Dean: James J. Miracky, S.J., Associate Professor of English
Office: Humanities Center, Room 218
Associate Dean of Operations: Suzanne E. Keilson, Assistant Professor of Engineering Science
Office: Humanities Center, Room 220
Associate Dean for Graduate Programs: Cindy Moore, Associate Professor of Writing
Office: Humanities Center, Room 250F
Associate Dean for the Natural Sciences: Robert B. Pond, Jr., Associate Professor of Engineering Science
Office: Donnelly Science Center, Room 166
Graduate programs in Loyola College build on the rich tradition of Jesuit liberal arts by educating men and women for others in the advanced study of traditional disciplines as well as the human service professions. Loyola’s vision is to inspire its graduate students to leadership and inculcate in them the knowledge that service to the larger world is a defining measure of their professional responsibilities. Graduate programs are committed to the following University-wide graduate learning goals that embrace the core values and principles inherent in Loyola's mission:
Loyola College, formerly known as the College of Arts and Sciences, began its graduate programs in 1949 with the Master of Arts (M.A.) in Education. The purpose of graduate study was “first, further training of teachers, counselors, and administrators in public and private schools; second, the preparation for further research and study in education fields.” These founding principles are mirrored by the current mission of graduate programs in Loyola College--to train helping professionals and foster further intellectual inquiry in the social and mathematical sciences as well as the humanities.
The graduate program in psychology began in the Education Department in 1967. Master’s degrees and the Certificate of Advanced Study (C.A.S.) focus on clinical and counseling psychology, with a track for practitioners and another track for those interested in writing a thesis. The Doctor of Psychology (Psy.D.) in Clinical Psychology was first offered in 1996, and the program was accredited by the American Psychological Association in 2000. All psychology courses are offered on the Baltimore Campus.
The master's program in speech pathology was established when nearby Mount Saint Agnes College joined Loyola in 1971. With the Department of Speech-Language Pathology/Audiology came the speech clinic, a training site for graduate students, as well as a community service for children and adults with speech, language, and hearing problems. Loyola’s master’s degree in speech pathology is fully accredited by the American Speech-Language-Hearing Association (ASHA). Courses are taught at the Columbia and Timonium Campuses.
Offering the only accredited, advanced degree programs of its kind in the United States, the Pastoral Counseling Department seeks to integrate religious philosophy with practical behavioral science.
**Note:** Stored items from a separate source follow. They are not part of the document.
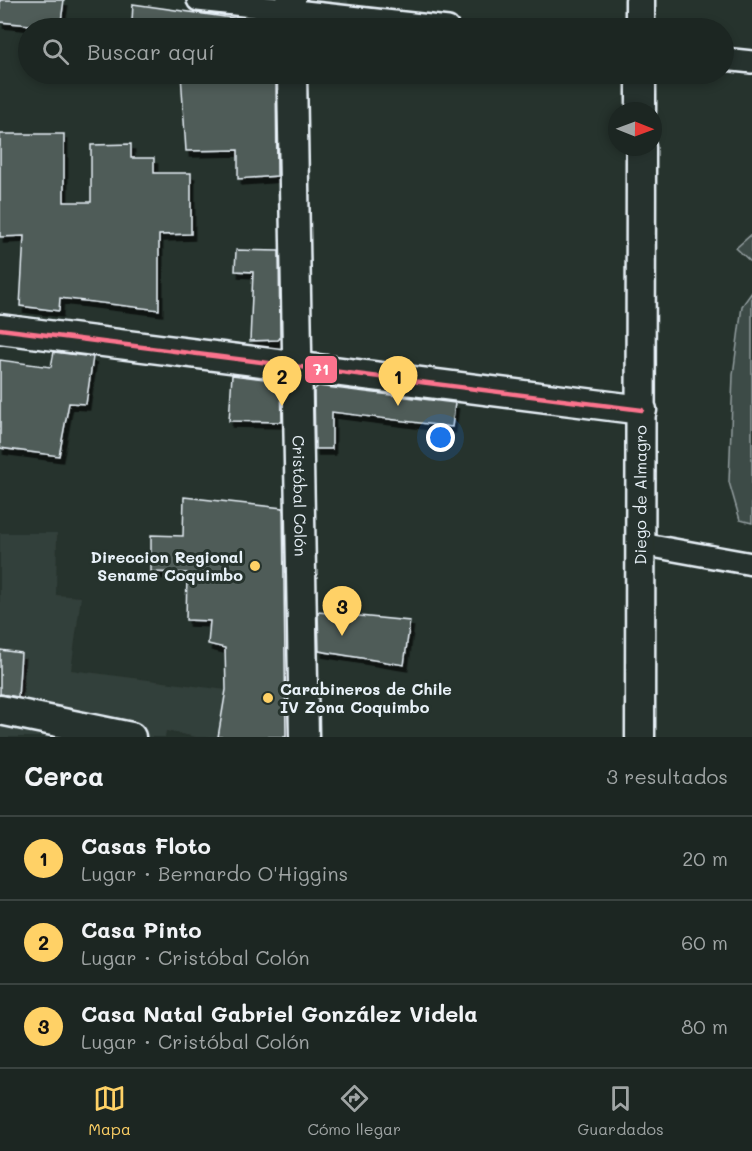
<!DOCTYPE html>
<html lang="es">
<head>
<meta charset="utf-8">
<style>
	body { margin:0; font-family:Mali,sans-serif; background:#252e2a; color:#f1f3f6 }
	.compass { position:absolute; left:608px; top:102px; width:54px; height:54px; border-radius:50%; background:#1c2622; box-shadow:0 3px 9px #0003; rotate:91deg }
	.you { position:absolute; left:441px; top:438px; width:21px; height:21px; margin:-15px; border:4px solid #fff; border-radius:50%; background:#1a73e8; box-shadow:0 0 0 9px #1a73e833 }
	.badge { display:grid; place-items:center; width:39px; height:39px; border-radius:50%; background:#ffd166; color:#111; font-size:20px; font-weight:700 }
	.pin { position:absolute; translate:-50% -50px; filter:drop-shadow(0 2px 3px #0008) }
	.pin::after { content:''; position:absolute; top:32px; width:21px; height:18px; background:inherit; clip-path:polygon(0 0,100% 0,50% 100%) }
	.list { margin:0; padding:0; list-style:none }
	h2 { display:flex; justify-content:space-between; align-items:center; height:78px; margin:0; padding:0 24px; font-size:26px }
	h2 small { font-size:20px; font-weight:400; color:#a0a5a5 }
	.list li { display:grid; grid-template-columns:39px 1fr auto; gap:18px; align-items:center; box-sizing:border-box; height:84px; padding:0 24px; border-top:2px solid #3a4340 }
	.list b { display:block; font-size:22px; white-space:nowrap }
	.list p { margin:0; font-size:20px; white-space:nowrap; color:#a0a5a5 }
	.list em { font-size:20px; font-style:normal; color:#a0a5a5 }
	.icon { flex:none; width:33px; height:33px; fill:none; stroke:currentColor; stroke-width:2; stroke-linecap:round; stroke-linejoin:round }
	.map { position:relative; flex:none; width:752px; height:737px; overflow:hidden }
	.search { position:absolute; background:#1c2622; box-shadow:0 3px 9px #0003; left:18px; right:18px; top:18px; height:66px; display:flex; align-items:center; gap:15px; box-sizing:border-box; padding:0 21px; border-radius:33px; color:#a0a5a5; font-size:22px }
	.sheet { height:330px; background:#1c2622 }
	nav { display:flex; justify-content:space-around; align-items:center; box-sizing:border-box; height:84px; border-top:2px solid #3a4340; background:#1c2622; font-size:16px; color:#a0a5a5 }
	nav a { display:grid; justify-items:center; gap:3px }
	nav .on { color:#ffd166 }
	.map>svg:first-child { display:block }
	.built { fill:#333f3a }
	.green { fill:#3e4b47; stroke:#939ea0; stroke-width:1.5 }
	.building { fill:#505c59; stroke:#e8f1f8; stroke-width:1.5; filter:url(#shadow) }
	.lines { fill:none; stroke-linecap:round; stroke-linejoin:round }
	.street-casing { stroke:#e8f1f8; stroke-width:26 }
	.secondary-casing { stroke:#e8f1f8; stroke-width:33 }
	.street { stroke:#26332d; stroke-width:21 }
	.secondary { stroke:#26332d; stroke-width:28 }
	.bus-1-casing { stroke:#26332d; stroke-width:9 }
	.bus-1 { stroke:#fc738d; stroke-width:4.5 }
	.poi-dot { fill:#ffd166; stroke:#26332d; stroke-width:2 }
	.labels { text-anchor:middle; stroke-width:6; stroke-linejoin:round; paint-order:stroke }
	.street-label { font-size:16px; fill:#e8f1f8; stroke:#26332d }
	.poi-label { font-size:16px; font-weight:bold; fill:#e8f1f8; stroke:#26332d; text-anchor:end }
	.line-badge { stroke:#26332d; stroke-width:2 }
	.badge-label { font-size:16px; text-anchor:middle; font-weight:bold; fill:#fff }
</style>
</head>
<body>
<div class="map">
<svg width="752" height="737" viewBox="0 0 752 737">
	<defs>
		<filter id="shadow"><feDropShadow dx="3.5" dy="6" stdDeviation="0" flood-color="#0009"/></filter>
	</defs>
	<rect width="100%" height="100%" fill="#26332d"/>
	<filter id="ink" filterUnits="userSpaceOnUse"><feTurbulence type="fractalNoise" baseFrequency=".0167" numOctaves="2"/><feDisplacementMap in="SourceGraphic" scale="12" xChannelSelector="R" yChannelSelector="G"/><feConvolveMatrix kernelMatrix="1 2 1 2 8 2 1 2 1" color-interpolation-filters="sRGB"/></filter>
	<g filter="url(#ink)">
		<g class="built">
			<polygon points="278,0 348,0 348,9"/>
			<polygon points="0,533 57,533 56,595 81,597 71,670 226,690 218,737 196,737 166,731 165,737 0,737"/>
		</g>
		<g class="green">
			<polygon points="752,234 752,263 736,248"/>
			<polygon points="752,292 752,523 740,520 729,482 733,375 742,306"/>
		</g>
		<g class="building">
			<polygon points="0,0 64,0 60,28 0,22"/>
			<polygon points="133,4 246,20 245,28 178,28 178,27 132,21"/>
			<polygon points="181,74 276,74 277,176 238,179 238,150 186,151"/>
			<polygon points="0,134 64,134 64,202 91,202 91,145 131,144 131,158 154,158 154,173 191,173 191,234 159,235 159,310 60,298 59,311 20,306 24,236 0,237"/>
			<polygon points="236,250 279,251 280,338 278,340 250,341 253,272 235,271"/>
			<polygon points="54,352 93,357 86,404 69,403 59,456 0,448 0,360 51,367"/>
			<polygon points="232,375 281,381 282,422 229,421"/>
			<polygon points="318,386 455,403 452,427 332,412 332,449 315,449 314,390"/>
			<polygon points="184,497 283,508 286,737 218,737 226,690 225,648 208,644 210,621 186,620 187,573 151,572 151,535 183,536"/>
			<polygon points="318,612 410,621 404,665 319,651"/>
			<polygon points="0,650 21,653 18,697 0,694"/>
		</g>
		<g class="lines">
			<g class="street-casing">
				<g id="street">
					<polyline points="198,0 448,28"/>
					<polyline points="724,59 752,62"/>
					<polyline points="641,544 752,564"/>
				</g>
			</g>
			<g class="secondary-casing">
				<g id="secondary">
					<polyline points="291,0 291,28"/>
					<polyline points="640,0 640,28"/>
					<path id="s1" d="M292 74 304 737"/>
					<polyline points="641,74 641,111"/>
					<polyline points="0,329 642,410"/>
					<polyline points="0,710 131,737"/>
					<path id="s2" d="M640 737 641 147"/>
				</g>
			</g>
			<use href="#street" class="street"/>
			<use href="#secondary" class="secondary"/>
			<g class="bus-1-casing">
				<polyline id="bus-1" points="0,329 642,410"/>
			</g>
			<use href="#bus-1" class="bus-1"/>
		</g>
	</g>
	<g class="poi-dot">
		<circle cx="255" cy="566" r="6"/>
		<circle cx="268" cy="698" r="6"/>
	</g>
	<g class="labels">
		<g class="street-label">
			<text dy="6" stroke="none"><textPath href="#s1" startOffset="422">Cristóbal Colón</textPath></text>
			<text dy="6" stroke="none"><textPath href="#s2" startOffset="242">Diego de Almagro</textPath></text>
		</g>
		<g class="poi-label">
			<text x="243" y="563">Direccion Regional<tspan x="243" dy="18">Sename Coquimbo</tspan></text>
			<text x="280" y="695" text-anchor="start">Carabineros de Chile<tspan x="280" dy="18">IV Zona Coquimbo</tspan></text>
		</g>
	</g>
	<rect class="line-badge" x="304" y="355" width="34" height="29" rx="6" fill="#fc738d"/>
	<g class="badge-label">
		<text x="321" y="375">71</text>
	</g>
</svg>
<svg class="compass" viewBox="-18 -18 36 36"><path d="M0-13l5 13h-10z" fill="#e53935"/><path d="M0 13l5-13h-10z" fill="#a0a5a5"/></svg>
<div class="you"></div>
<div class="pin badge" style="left:398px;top:406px">1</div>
<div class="pin badge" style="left:282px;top:406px">2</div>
<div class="pin badge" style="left:342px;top:636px">3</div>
<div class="search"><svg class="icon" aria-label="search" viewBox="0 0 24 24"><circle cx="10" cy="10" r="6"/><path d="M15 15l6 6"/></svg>Buscar aquí</div>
</div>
<section class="sheet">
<h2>Cerca<small>3 resultados</small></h2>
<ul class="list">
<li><span class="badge">1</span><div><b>Casas Floto</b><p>Lugar · Bernardo O'Higgins</p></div><em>20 m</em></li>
<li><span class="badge">2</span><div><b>Casa Pinto</b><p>Lugar · Cristóbal Colón</p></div><em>60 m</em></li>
<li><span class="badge">3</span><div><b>Casa Natal Gabriel González Videla</b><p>Lugar · Cristóbal Colón</p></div><em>80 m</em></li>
</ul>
</section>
<nav>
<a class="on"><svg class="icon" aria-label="map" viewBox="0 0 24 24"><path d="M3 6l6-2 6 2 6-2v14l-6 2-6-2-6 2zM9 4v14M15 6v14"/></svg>Mapa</a>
<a><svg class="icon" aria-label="directions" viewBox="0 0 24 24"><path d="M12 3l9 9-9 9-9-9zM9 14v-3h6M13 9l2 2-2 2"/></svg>Cómo llegar</a>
<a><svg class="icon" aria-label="saved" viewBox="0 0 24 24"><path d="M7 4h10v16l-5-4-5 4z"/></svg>Guardados</a>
</nav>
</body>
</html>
Pastoral counseling was initially introduced in 1976 as a master's degree within the Psychology Department, and an independent department was established in 1984. The master's program was expanded in 1990 to include a Doctor of Philosophy (Ph.D.) in Pastoral Counseling, and a Master of Arts (M.A.) in Spiritual and Pastoral Care was added in 1997. In 2009, the Certificate in Spirituality and Trauma was added. The Master of Science (M.S.) and the Ph.D. in Pastoral Counseling are both fully accredited by CACREP. Courses are offered at the Columbia Campus.
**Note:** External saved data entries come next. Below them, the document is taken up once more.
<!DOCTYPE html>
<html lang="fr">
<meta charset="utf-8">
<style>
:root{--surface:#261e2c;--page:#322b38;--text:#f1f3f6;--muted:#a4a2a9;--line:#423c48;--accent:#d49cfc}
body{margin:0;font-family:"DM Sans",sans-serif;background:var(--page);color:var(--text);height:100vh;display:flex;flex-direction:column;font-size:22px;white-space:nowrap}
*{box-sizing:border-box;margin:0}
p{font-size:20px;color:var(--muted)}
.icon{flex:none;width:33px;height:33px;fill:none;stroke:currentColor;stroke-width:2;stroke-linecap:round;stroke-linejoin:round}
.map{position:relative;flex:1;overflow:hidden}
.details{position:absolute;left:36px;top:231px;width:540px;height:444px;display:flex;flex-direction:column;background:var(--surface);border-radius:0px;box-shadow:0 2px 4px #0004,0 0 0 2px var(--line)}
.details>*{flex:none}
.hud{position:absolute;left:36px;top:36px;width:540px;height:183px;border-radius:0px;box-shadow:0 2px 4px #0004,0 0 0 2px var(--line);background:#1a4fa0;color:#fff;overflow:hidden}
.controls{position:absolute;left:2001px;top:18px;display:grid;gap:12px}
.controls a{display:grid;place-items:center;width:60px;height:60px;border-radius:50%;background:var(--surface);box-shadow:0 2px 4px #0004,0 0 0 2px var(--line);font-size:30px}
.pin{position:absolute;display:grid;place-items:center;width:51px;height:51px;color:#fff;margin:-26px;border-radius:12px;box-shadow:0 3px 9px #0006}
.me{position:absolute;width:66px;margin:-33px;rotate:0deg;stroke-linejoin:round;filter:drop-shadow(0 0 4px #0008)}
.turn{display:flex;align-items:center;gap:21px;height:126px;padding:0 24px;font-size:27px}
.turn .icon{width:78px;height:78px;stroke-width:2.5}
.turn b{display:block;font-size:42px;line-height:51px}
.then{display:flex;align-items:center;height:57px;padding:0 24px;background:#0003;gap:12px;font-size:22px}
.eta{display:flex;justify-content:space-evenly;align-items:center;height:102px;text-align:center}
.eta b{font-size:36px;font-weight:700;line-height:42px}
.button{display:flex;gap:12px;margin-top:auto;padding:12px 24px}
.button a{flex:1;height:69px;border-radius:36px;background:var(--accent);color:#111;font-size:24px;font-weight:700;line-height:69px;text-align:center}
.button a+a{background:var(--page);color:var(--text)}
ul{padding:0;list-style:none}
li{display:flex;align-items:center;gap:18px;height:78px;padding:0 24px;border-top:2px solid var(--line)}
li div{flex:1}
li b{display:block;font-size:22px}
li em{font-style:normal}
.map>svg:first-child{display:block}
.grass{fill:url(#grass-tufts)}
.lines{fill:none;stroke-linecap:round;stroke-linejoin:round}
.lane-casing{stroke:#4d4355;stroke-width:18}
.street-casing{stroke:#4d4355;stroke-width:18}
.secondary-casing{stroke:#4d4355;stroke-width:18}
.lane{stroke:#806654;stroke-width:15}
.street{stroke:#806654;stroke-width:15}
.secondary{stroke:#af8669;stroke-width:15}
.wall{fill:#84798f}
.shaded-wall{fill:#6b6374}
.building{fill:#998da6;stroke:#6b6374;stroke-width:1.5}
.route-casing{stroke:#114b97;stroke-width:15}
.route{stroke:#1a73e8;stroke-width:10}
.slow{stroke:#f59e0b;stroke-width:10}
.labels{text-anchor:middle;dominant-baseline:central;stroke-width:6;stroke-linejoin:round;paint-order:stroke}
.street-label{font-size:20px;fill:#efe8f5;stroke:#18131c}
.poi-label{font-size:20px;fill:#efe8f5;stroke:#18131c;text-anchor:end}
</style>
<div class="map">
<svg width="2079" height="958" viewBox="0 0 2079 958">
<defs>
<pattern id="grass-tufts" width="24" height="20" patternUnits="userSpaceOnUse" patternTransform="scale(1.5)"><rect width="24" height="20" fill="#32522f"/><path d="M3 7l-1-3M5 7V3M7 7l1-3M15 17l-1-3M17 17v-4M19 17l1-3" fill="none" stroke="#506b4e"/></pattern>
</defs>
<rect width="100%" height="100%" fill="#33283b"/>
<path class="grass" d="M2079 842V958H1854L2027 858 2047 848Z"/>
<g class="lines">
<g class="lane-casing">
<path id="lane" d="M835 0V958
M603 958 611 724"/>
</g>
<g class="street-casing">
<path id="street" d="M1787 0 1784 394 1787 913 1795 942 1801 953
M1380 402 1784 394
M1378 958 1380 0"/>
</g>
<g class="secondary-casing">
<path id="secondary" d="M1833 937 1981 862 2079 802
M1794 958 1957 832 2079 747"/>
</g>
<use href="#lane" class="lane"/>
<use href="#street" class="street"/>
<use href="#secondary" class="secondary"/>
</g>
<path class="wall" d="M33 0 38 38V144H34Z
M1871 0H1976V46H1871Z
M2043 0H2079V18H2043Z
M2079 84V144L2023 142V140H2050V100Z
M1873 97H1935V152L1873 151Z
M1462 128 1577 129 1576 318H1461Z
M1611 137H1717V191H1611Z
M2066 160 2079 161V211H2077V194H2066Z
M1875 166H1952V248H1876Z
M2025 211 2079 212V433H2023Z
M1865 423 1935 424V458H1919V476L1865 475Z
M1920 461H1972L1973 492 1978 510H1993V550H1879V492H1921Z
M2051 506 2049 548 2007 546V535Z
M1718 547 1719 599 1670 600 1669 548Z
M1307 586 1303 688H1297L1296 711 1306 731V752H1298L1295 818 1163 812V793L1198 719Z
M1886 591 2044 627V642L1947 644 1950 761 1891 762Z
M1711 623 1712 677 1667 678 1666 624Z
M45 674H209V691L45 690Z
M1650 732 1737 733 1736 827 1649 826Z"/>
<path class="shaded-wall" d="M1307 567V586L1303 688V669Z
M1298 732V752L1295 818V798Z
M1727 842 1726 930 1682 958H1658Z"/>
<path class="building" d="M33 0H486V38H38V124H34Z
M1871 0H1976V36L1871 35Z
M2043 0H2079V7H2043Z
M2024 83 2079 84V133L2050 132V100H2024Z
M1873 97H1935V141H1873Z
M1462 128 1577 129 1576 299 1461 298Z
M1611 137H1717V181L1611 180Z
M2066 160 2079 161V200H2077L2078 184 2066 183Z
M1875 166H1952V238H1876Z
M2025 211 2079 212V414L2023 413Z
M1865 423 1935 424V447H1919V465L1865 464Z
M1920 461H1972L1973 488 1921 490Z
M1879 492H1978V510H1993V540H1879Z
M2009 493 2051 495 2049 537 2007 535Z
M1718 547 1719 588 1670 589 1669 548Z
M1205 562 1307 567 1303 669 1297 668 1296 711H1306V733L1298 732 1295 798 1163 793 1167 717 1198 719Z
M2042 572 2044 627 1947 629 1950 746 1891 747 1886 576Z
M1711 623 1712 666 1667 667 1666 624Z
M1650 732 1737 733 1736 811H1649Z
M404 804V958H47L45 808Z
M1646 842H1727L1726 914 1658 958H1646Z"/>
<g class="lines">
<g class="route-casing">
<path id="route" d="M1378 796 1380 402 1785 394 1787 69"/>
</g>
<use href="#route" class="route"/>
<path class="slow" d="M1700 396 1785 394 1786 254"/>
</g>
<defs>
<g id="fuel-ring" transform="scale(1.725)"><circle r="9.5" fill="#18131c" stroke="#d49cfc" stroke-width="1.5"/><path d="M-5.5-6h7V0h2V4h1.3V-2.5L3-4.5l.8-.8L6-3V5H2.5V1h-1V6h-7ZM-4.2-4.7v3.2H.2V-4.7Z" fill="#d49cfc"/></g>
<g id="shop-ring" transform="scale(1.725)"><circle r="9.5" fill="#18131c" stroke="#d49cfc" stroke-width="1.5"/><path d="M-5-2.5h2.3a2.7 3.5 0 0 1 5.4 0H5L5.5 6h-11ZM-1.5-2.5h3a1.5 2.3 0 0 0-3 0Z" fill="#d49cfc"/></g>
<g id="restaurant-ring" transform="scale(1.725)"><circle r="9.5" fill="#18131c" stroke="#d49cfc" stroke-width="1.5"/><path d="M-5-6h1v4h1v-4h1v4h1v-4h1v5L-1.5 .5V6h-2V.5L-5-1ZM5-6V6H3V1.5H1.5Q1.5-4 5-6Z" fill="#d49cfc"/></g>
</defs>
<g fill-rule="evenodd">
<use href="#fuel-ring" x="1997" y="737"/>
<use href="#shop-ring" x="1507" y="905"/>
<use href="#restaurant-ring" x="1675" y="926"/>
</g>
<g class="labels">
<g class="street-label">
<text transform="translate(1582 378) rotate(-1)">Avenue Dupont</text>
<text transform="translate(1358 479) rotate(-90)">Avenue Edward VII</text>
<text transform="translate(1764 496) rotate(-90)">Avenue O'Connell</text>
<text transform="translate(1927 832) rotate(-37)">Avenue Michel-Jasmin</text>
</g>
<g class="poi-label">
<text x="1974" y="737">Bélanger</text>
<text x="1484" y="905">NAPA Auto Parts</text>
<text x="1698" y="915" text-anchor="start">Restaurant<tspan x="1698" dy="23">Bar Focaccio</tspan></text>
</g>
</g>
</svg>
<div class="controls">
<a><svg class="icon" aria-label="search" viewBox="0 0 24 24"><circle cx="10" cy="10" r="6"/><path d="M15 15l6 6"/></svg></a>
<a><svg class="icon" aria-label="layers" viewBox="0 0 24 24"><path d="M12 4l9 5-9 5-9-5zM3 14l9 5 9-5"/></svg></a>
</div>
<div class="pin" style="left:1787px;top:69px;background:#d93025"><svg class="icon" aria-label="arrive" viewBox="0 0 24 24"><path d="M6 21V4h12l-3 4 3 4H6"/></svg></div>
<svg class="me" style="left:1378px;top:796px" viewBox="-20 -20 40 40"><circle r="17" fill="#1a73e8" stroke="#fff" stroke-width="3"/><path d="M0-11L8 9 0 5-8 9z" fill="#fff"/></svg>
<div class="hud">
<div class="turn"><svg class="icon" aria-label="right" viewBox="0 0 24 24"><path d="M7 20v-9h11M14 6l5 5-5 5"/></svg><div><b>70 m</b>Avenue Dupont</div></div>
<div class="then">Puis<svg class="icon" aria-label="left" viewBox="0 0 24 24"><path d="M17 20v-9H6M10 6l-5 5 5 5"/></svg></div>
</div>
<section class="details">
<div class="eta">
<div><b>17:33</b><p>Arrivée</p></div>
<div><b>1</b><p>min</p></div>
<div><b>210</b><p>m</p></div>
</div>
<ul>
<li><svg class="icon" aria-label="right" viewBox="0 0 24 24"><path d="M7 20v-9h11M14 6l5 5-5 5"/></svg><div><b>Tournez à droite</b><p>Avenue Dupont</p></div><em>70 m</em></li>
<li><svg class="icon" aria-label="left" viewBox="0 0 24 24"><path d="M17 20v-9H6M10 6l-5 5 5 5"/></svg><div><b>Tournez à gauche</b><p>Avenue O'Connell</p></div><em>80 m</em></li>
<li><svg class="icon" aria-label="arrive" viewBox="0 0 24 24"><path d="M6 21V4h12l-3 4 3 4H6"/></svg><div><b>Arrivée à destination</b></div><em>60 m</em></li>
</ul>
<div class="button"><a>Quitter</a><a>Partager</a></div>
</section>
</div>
The liberal studies program--which awards a Master of Arts (M.A.) in Liberal Studies--offers courses in the humanities as well as the natural and social sciences, to those seeking a graduate-level intellectual experience that focuses on modern culture. Courses are offered on all three campuses.
The Master of Science (M.S.) in Computer Science and the Master of Science (M.S.) in Software Engineering grew out of the decades-old master’s program in engineering science. These programs address the needs of professionals already working in computer-related fields who require advanced education coupled with hands-on experience for the rapidly changing technology industry. Courses for both programs are offered at the Columbia and Timonium Campuses.
In 2012, Loyola began offering a Master of Theological Studies (M.T.S.). The M.T.S. is a rigorous program designed to give students both a broad exposure to the Christian tradition and a variety of theological specialties. The program allows students to explore a topic in depth through the preparation of a thesis, and it can be an excellent preparation for beginning a Ph.D. or can lead to further work in fields such as library science, education, ministry, social work, law, or publishing.
Established in 2003, the Loyola Clinical Centers at Belvedere Square serve as a training and professional development venue for Loyola students, as well as a multidisciplinary center for the greater Baltimore community offering a holistic approach to assessment, treatment, and consultation for clients and their families. The unique collaboration of the Departments of Pastoral Counseling, Psychology, Speech-Language Pathology/Audiology, and Teacher Education affords a comprehensive evaluation to the Centers' clients, as well as a unique learning environment in the training and professional development of Loyola students. Conveniently located within two miles of the Baltimore Campus, this newest facility affords Loyola students a clinical setting in a professional environment within the Baltimore community.